Segment Open
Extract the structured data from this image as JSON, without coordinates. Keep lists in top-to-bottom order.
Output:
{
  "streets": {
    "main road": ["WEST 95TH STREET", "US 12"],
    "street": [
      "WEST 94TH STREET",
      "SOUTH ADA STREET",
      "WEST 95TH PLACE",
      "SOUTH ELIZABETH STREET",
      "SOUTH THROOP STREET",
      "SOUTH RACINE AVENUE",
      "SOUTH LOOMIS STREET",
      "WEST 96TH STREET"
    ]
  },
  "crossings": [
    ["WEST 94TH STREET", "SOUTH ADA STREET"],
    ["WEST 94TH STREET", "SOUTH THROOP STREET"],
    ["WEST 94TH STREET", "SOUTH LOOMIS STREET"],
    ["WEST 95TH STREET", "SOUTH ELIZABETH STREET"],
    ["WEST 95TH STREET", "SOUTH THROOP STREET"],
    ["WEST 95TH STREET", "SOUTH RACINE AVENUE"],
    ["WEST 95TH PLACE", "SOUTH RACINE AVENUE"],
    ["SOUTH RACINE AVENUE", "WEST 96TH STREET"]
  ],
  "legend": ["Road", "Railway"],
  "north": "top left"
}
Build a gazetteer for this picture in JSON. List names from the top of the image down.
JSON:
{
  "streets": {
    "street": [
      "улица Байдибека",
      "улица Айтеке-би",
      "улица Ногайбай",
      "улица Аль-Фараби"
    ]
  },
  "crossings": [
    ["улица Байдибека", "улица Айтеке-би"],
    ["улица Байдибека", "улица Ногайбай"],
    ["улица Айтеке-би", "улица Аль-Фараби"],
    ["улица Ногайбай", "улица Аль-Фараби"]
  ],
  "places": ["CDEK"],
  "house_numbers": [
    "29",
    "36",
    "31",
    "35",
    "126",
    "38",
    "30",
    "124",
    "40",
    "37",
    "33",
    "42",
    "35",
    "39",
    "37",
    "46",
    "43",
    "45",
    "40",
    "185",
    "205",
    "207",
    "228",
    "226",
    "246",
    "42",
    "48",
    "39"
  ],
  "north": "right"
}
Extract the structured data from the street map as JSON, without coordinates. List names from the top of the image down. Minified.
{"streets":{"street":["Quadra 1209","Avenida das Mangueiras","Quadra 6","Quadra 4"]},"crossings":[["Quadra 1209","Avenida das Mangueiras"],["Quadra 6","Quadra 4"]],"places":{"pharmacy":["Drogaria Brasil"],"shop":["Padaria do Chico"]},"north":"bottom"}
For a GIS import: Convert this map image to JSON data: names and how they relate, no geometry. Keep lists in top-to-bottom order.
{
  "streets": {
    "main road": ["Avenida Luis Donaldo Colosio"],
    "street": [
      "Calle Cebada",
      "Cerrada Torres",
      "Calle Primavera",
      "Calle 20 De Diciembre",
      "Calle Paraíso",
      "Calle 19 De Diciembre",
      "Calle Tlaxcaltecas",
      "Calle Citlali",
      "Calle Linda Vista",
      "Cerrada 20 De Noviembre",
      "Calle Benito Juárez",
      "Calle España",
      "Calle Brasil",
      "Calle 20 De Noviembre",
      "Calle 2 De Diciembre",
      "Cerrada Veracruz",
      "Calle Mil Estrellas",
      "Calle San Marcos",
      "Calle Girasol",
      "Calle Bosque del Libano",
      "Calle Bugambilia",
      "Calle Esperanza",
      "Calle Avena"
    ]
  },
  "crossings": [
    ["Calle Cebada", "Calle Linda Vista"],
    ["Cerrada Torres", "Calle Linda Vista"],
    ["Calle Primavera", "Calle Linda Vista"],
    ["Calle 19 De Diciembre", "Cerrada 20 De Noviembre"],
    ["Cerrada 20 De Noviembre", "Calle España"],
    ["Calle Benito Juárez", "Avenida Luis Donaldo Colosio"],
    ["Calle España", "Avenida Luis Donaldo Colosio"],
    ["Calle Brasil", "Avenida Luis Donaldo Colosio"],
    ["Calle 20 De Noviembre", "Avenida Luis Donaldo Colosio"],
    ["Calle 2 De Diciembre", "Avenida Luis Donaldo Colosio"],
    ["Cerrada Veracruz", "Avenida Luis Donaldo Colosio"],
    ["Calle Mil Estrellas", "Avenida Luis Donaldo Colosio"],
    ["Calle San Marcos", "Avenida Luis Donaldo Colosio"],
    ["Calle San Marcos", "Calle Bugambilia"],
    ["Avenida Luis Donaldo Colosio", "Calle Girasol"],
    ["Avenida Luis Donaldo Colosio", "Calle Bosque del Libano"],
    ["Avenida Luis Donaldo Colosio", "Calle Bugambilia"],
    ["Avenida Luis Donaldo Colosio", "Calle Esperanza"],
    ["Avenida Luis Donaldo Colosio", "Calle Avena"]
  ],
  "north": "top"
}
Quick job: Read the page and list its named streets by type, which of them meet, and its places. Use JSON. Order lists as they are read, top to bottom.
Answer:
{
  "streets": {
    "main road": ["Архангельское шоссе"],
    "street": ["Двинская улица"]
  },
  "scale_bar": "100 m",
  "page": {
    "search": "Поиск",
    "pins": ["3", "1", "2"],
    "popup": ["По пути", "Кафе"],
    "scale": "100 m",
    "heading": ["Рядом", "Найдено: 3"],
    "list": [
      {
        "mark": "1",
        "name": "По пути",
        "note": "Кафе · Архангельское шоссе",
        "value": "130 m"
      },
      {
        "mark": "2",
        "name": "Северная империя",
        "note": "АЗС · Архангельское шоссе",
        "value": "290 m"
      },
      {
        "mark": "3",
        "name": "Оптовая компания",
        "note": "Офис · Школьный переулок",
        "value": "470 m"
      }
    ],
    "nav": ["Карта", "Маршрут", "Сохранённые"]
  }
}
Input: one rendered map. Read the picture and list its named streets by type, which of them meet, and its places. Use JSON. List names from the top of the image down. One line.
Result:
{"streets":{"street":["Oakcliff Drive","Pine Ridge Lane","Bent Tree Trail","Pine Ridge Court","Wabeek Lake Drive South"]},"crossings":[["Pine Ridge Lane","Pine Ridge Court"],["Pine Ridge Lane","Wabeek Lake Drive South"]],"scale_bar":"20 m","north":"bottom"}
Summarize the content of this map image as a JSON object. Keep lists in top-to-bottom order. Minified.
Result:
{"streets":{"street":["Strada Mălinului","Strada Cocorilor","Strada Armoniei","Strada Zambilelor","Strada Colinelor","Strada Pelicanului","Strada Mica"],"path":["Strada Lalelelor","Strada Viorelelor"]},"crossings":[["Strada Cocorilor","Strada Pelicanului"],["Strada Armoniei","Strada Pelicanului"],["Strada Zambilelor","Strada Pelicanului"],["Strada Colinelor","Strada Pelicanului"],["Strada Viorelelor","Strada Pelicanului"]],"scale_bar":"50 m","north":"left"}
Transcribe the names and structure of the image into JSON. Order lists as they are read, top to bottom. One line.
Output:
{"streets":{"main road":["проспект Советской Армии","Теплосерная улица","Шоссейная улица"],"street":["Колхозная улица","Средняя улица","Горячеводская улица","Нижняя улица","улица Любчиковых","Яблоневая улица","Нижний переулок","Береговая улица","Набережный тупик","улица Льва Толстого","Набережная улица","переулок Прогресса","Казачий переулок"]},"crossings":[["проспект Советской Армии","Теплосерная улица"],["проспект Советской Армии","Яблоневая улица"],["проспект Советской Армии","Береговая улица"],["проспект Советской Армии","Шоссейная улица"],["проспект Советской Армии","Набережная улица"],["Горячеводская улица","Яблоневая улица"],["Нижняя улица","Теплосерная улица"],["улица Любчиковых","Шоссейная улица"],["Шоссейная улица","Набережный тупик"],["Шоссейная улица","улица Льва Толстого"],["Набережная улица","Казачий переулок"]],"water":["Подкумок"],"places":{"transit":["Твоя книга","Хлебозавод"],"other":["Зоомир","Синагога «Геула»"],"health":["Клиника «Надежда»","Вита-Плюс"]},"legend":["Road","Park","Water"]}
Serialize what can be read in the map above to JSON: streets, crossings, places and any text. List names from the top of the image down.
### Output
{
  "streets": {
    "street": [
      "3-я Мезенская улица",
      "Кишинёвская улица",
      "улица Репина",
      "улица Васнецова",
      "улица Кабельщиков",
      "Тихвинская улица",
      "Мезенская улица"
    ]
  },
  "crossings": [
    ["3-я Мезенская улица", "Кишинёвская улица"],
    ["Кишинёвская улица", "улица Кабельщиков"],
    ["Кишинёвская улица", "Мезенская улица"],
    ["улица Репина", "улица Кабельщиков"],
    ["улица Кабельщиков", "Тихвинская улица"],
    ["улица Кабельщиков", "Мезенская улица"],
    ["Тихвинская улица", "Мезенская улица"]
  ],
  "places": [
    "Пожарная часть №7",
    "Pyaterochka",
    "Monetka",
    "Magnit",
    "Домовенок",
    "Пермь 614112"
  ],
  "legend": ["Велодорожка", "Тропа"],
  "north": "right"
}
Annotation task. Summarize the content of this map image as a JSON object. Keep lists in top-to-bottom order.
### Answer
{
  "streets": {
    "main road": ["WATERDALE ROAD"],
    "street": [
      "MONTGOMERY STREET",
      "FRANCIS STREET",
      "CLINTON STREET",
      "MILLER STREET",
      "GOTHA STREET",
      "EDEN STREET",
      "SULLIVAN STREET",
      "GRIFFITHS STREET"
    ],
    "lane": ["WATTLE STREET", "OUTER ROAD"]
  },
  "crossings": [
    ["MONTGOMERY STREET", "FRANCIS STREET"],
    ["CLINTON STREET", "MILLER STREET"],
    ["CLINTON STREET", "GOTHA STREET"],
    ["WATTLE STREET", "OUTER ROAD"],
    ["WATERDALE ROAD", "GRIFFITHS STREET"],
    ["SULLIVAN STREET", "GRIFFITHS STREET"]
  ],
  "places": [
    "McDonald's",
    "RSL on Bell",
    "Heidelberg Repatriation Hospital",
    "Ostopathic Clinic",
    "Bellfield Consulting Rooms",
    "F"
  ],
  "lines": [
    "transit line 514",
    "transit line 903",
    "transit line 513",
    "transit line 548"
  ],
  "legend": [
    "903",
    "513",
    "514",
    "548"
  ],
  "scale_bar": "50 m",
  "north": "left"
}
Segment Closed
* Exercise directions:
Scan the data above; copy every line where "WEST" appears.

* Exercise response:
    "main road": ["WEST 95TH STREET", "US 12"],
      "WEST 94TH STREET",
      "WEST 95TH PLACE",
      "WEST 96TH STREET"
    ["WEST 94TH STREET", "SOUTH ADA STREET"],
    ["WEST 94TH STREET", "SOUTH THROOP STREET"],
    ["WEST 94TH STREET", "SOUTH LOOMIS STREET"],
    ["WEST 95TH STREET", "SOUTH ELIZABETH STREET"],
    ["WEST 95TH STREET", "SOUTH THROOP STREET"],
    ["WEST 95TH STREET", "SOUTH RACINE AVENUE"],
    ["WEST 95TH PLACE", "SOUTH RACINE AVENUE"],
    ["SOUTH RACINE AVENUE", "WEST 96TH STREET"]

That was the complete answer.